Dataset entries
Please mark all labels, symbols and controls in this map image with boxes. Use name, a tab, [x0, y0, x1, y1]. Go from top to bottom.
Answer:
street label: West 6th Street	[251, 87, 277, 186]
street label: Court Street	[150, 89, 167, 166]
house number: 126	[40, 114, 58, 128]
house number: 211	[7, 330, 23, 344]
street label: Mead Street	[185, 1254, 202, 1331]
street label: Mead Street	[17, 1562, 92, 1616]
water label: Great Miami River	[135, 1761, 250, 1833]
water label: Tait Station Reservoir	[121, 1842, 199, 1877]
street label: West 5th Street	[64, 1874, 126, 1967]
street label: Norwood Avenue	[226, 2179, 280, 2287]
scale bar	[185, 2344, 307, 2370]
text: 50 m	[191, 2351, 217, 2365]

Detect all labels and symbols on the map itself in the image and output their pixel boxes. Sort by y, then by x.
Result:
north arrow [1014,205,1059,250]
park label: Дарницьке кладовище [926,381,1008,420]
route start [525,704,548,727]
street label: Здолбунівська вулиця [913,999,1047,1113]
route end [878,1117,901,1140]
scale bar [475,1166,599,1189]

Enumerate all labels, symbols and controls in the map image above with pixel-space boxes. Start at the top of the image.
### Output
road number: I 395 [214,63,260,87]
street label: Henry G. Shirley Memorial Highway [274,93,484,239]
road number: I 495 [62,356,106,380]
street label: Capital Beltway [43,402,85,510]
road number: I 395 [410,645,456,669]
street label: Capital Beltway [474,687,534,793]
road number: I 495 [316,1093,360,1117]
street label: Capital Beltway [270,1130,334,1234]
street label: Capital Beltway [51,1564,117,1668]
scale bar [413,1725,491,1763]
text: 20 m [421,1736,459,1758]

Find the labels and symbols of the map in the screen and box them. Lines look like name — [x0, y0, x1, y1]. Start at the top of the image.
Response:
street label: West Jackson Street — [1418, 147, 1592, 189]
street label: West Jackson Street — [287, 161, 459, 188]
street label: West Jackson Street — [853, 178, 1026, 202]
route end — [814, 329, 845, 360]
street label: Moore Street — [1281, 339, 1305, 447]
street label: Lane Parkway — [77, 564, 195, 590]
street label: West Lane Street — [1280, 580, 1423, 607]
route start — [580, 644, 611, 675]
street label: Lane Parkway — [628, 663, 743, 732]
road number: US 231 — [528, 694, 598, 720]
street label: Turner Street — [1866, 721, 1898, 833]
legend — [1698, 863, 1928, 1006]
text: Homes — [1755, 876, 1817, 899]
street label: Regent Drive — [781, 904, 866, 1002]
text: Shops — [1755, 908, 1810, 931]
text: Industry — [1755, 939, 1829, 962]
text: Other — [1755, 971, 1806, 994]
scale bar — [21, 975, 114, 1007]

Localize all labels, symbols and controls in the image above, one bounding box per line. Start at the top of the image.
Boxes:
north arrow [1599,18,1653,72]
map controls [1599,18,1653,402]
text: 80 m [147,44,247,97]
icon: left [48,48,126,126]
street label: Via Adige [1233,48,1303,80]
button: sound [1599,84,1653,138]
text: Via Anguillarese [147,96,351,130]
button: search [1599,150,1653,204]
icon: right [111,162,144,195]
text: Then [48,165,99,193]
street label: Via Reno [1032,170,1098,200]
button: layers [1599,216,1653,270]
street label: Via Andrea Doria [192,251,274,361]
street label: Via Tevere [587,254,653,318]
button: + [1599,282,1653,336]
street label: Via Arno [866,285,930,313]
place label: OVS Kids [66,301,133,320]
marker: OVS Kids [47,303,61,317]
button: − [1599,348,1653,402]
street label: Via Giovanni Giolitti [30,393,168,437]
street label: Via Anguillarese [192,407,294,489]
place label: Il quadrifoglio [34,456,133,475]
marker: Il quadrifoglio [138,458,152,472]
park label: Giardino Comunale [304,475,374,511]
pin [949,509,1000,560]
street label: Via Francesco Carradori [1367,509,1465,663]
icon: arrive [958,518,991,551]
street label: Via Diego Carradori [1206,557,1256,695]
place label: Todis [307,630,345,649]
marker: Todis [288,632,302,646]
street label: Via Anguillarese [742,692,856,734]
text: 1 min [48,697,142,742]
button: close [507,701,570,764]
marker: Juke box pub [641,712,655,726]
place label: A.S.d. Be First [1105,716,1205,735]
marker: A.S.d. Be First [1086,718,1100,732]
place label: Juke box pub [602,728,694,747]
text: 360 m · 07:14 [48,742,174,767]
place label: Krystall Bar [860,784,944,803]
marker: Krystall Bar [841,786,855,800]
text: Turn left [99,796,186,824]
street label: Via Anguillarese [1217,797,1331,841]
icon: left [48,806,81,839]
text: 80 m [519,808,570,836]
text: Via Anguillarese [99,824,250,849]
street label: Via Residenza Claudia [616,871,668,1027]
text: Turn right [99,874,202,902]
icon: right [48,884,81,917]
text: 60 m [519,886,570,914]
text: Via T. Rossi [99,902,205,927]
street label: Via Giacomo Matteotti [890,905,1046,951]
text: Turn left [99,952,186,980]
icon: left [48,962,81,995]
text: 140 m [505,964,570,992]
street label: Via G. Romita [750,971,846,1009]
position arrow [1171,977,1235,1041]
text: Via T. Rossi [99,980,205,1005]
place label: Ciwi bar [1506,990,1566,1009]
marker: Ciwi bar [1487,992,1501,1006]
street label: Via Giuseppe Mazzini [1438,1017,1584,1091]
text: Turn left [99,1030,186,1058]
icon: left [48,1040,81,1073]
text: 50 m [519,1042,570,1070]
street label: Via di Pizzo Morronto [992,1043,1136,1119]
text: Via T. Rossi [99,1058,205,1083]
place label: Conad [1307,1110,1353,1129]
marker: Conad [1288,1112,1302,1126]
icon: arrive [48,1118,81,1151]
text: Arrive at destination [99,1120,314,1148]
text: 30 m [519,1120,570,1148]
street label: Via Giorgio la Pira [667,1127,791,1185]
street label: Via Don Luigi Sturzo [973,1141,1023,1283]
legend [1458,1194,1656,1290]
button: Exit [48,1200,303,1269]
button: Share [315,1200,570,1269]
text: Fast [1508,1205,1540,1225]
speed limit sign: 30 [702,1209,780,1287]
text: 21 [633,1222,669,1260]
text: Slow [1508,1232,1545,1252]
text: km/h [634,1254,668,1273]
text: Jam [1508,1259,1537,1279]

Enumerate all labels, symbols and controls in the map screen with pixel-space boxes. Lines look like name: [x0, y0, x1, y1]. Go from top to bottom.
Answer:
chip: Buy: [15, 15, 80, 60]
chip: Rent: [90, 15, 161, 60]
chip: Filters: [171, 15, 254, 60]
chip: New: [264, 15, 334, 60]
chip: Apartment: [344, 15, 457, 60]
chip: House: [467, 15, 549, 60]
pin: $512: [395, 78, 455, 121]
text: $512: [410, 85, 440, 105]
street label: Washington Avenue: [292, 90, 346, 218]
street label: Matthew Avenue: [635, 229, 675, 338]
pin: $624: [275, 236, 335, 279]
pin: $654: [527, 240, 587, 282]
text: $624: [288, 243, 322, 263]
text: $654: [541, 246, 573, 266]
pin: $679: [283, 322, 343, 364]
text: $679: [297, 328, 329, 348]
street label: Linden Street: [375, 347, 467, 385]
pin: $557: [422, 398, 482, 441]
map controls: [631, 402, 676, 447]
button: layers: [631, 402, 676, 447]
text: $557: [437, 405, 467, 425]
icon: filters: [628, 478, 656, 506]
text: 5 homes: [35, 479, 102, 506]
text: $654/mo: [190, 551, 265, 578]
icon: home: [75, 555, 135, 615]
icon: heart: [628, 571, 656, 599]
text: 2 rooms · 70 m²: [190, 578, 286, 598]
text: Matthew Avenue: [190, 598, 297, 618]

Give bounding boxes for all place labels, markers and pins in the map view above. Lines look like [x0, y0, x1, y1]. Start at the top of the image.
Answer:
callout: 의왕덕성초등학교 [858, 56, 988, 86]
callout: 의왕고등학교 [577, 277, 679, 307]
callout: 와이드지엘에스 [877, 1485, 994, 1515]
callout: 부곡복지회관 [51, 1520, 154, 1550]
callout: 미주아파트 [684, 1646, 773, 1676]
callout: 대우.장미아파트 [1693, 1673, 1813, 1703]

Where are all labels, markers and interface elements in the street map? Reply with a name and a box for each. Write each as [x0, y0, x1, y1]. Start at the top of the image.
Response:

● **TO DO**:
State the number of lines in the records that contain the string "from". Nothing else is needed.

● **REPLY**:
2